───── AVAILABLE DATA
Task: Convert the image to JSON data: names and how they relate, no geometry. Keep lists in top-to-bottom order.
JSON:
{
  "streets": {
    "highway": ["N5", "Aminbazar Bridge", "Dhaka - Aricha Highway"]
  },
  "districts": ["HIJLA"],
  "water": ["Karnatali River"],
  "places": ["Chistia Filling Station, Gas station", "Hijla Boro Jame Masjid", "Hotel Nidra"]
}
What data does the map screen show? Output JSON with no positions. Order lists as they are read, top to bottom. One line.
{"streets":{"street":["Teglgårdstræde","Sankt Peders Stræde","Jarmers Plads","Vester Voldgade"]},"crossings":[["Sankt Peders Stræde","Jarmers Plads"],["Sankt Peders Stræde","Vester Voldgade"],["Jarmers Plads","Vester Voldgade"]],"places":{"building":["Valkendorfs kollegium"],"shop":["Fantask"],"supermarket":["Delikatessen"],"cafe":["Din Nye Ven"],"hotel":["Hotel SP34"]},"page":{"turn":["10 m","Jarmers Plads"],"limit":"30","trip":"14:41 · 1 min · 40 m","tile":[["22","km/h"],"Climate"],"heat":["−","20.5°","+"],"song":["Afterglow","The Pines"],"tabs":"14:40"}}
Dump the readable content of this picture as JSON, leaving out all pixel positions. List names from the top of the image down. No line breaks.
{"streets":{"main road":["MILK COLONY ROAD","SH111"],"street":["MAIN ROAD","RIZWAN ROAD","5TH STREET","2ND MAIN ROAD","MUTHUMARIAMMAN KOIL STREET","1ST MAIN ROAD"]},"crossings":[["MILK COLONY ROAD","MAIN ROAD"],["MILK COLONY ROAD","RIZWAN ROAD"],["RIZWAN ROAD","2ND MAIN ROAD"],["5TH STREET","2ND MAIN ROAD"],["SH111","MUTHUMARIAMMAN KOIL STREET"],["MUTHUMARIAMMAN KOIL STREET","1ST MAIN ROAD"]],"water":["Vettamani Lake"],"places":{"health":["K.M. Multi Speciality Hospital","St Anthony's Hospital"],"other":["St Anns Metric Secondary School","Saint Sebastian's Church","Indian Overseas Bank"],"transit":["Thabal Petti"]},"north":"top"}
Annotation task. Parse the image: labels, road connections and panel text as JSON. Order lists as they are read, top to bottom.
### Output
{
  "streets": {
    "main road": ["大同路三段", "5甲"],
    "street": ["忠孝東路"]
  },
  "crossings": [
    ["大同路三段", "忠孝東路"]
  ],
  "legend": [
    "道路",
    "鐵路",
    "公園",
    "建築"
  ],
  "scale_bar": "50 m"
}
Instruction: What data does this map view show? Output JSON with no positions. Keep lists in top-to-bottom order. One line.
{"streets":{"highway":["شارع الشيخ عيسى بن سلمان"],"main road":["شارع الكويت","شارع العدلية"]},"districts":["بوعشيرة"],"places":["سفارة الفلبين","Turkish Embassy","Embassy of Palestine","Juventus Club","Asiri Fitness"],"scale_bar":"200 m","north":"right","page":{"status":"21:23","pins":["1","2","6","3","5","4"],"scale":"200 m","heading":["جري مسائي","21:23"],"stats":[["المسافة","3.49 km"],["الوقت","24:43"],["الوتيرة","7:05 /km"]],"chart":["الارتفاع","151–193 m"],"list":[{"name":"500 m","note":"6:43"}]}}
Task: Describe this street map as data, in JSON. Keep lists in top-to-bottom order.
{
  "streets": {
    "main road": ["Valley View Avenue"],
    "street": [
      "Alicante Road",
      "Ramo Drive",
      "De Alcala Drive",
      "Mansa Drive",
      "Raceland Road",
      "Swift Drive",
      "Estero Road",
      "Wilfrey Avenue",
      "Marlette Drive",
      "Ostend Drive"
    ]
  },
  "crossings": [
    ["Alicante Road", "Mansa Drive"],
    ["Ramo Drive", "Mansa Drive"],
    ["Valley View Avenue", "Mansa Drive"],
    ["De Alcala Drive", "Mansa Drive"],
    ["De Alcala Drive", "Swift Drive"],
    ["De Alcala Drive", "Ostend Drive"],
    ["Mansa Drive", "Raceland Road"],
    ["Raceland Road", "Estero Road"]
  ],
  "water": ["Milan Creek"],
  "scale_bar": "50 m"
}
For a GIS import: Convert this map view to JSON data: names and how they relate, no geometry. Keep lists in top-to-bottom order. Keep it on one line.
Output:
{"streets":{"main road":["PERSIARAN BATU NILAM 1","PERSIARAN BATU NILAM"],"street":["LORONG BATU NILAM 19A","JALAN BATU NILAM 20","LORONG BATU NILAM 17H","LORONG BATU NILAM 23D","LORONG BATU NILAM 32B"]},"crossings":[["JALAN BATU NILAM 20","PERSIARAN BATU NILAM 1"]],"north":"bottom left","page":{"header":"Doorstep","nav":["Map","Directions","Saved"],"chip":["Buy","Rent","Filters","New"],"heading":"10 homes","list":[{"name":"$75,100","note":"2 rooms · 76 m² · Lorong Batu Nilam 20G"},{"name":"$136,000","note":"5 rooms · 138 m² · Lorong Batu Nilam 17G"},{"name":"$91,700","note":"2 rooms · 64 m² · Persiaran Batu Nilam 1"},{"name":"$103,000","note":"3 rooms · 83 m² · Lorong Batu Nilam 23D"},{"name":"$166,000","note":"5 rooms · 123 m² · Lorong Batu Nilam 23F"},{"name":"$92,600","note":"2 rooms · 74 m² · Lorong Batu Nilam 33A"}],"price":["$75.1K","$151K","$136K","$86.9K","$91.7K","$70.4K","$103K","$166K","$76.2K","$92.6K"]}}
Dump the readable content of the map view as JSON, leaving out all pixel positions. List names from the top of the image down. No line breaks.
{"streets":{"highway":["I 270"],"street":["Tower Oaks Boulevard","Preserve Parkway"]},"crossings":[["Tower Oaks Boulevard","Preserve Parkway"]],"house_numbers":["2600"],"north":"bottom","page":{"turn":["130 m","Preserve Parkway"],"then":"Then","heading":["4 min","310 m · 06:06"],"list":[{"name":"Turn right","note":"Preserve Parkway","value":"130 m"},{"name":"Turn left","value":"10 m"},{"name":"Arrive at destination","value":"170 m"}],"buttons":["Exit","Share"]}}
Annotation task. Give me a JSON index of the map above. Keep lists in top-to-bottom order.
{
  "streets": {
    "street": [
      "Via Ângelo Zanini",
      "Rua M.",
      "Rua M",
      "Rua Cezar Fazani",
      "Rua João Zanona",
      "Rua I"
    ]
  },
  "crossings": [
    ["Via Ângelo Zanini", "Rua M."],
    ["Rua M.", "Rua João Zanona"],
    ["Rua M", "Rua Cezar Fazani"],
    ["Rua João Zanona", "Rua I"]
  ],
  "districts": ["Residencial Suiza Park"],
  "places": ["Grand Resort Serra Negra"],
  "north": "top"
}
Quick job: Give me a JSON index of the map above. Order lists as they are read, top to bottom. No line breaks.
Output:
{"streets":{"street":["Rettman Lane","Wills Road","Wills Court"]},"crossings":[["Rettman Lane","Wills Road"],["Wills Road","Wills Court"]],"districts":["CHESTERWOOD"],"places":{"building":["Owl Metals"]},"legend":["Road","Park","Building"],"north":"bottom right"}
──────────
A verbatim copy of all the records is required. Write it out in full.

> _OUTPUT_:
Task: Convert the image to JSON data: names and how they relate, no geometry. Keep lists in top-to-bottom order.
JSON:
{
  "streets": {
    "highway": ["N5", "Aminbazar Bridge", "Dhaka - Aricha Highway"]
  },
  "districts": ["HIJLA"],
  "water": ["Karnatali River"],
  "places": ["Chistia Filling Station, Gas station", "Hijla Boro Jame Masjid", "Hotel Nidra"]
}
What data does the map screen show? Output JSON with no positions. Order lists as they are read, top to bottom. One line.
{"streets":{"street":["Teglgårdstræde","Sankt Peders Stræde","Jarmers Plads","Vester Voldgade"]},"crossings":[["Sankt Peders Stræde","Jarmers Plads"],["Sankt Peders Stræde","Vester Voldgade"],["Jarmers Plads","Vester Voldgade"]],"places":{"building":["Valkendorfs kollegium"],"shop":["Fantask"],"supermarket":["Delikatessen"],"cafe":["Din Nye Ven"],"hotel":["Hotel SP34"]},"page":{"turn":["10 m","Jarmers Plads"],"limit":"30","trip":"14:41 · 1 min · 40 m","tile":[["22","km/h"],"Climate"],"heat":["−","20.5°","+"],"song":["Afterglow","The Pines"],"tabs":"14:40"}}
Dump the readable content of this picture as JSON, leaving out all pixel positions. List names from the top of the image down. No line breaks.
{"streets":{"main road":["MILK COLONY ROAD","SH111"],"street":["MAIN ROAD","RIZWAN ROAD","5TH STREET","2ND MAIN ROAD","MUTHUMARIAMMAN KOIL STREET","1ST MAIN ROAD"]},"crossings":[["MILK COLONY ROAD","MAIN ROAD"],["MILK COLONY ROAD","RIZWAN ROAD"],["RIZWAN ROAD","2ND MAIN ROAD"],["5TH STREET","2ND MAIN ROAD"],["SH111","MUTHUMARIAMMAN KOIL STREET"],["MUTHUMARIAMMAN KOIL STREET","1ST MAIN ROAD"]],"water":["Vettamani Lake"],"places":{"health":["K.M. Multi Speciality Hospital","St Anthony's Hospital"],"other":["St Anns Metric Secondary School","Saint Sebastian's Church","Indian Overseas Bank"],"transit":["Thabal Petti"]},"north":"top"}
Annotation task. Parse the image: labels, road connections and panel text as JSON. Order lists as they are read, top to bottom.
### Output
{
  "streets": {
    "main road": ["大同路三段", "5甲"],
    "street": ["忠孝東路"]
  },
  "crossings": [
    ["大同路三段", "忠孝東路"]
  ],
  "legend": [
    "道路",
    "鐵路",
    "公園",
    "建築"
  ],
  "scale_bar": "50 m"
}
Instruction: What data does this map view show? Output JSON with no positions. Keep lists in top-to-bottom order. One line.
{"streets":{"highway":["شارع الشيخ عيسى بن سلمان"],"main road":["شارع الكويت","شارع العدلية"]},"districts":["بوعشيرة"],"places":["سفارة الفلبين","Turkish Embassy","Embassy of Palestine","Juventus Club","Asiri Fitness"],"scale_bar":"200 m","north":"right","page":{"status":"21:23","pins":["1","2","6","3","5","4"],"scale":"200 m","heading":["جري مسائي","21:23"],"stats":[["المسافة","3.49 km"],["الوقت","24:43"],["الوتيرة","7:05 /km"]],"chart":["الارتفاع","151–193 m"],"list":[{"name":"500 m","note":"6:43"}]}}
Task: Describe this street map as data, in JSON. Keep lists in top-to-bottom order.
{
  "streets": {
    "main road": ["Valley View Avenue"],
    "street": [
      "Alicante Road",
      "Ramo Drive",
      "De Alcala Drive",
      "Mansa Drive",
      "Raceland Road",
      "Swift Drive",
      "Estero Road",
      "Wilfrey Avenue",
      "Marlette Drive",
      "Ostend Drive"
    ]
  },
  "crossings": [
    ["Alicante Road", "Mansa Drive"],
    ["Ramo Drive", "Mansa Drive"],
    ["Valley View Avenue", "Mansa Drive"],
    ["De Alcala Drive", "Mansa Drive"],
    ["De Alcala Drive", "Swift Drive"],
    ["De Alcala Drive", "Ostend Drive"],
    ["Mansa Drive", "Raceland Road"],
    ["Raceland Road", "Estero Road"]
  ],
  "water": ["Milan Creek"],
  "scale_bar": "50 m"
}
For a GIS import: Convert this map view to JSON data: names and how they relate, no geometry. Keep lists in top-to-bottom order. Keep it on one line.
Output:
{"streets":{"main road":["PERSIARAN BATU NILAM 1","PERSIARAN BATU NILAM"],"street":["LORONG BATU NILAM 19A","JALAN BATU NILAM 20","LORONG BATU NILAM 17H","LORONG BATU NILAM 23D","LORONG BATU NILAM 32B"]},"crossings":[["JALAN BATU NILAM 20","PERSIARAN BATU NILAM 1"]],"north":"bottom left","page":{"header":"Doorstep","nav":["Map","Directions","Saved"],"chip":["Buy","Rent","Filters","New"],"heading":"10 homes","list":[{"name":"$75,100","note":"2 rooms · 76 m² · Lorong Batu Nilam 20G"},{"name":"$136,000","note":"5 rooms · 138 m² · Lorong Batu Nilam 17G"},{"name":"$91,700","note":"2 rooms · 64 m² · Persiaran Batu Nilam 1"},{"name":"$103,000","note":"3 rooms · 83 m² · Lorong Batu Nilam 23D"},{"name":"$166,000","note":"5 rooms · 123 m² · Lorong Batu Nilam 23F"},{"name":"$92,600","note":"2 rooms · 74 m² · Lorong Batu Nilam 33A"}],"price":["$75.1K","$151K","$136K","$86.9K","$91.7K","$70.4K","$103K","$166K","$76.2K","$92.6K"]}}
Dump the readable content of the map view as JSON, leaving out all pixel positions. List names from the top of the image down. No line breaks.
{"streets":{"highway":["I 270"],"street":["Tower Oaks Boulevard","Preserve Parkway"]},"crossings":[["Tower Oaks Boulevard","Preserve Parkway"]],"house_numbers":["2600"],"north":"bottom","page":{"turn":["130 m","Preserve Parkway"],"then":"Then","heading":["4 min","310 m · 06:06"],"list":[{"name":"Turn right","note":"Preserve Parkway","value":"130 m"},{"name":"Turn left","value":"10 m"},{"name":"Arrive at destination","value":"170 m"}],"buttons":["Exit","Share"]}}
Annotation task. Give me a JSON index of the map above. Keep lists in top-to-bottom order.
{
  "streets": {
    "street": [
      "Via Ângelo Zanini",
      "Rua M.",
      "Rua M",
      "Rua Cezar Fazani",
      "Rua João Zanona",
      "Rua I"
    ]
  },
  "crossings": [
    ["Via Ângelo Zanini", "Rua M."],
    ["Rua M.", "Rua João Zanona"],
    ["Rua M", "Rua Cezar Fazani"],
    ["Rua João Zanona", "Rua I"]
  ],
  "districts": ["Residencial Suiza Park"],
  "places": ["Grand Resort Serra Negra"],
  "north": "top"
}
Quick job: Give me a JSON index of the map above. Order lists as they are read, top to bottom. No line breaks.
Output:
{"streets":{"street":["Rettman Lane","Wills Road","Wills Court"]},"crossings":[["Rettman Lane","Wills Road"],["Wills Road","Wills Court"]],"districts":["CHESTERWOOD"],"places":{"building":["Owl Metals"]},"legend":["Road","Park","Building"],"north":"bottom right"}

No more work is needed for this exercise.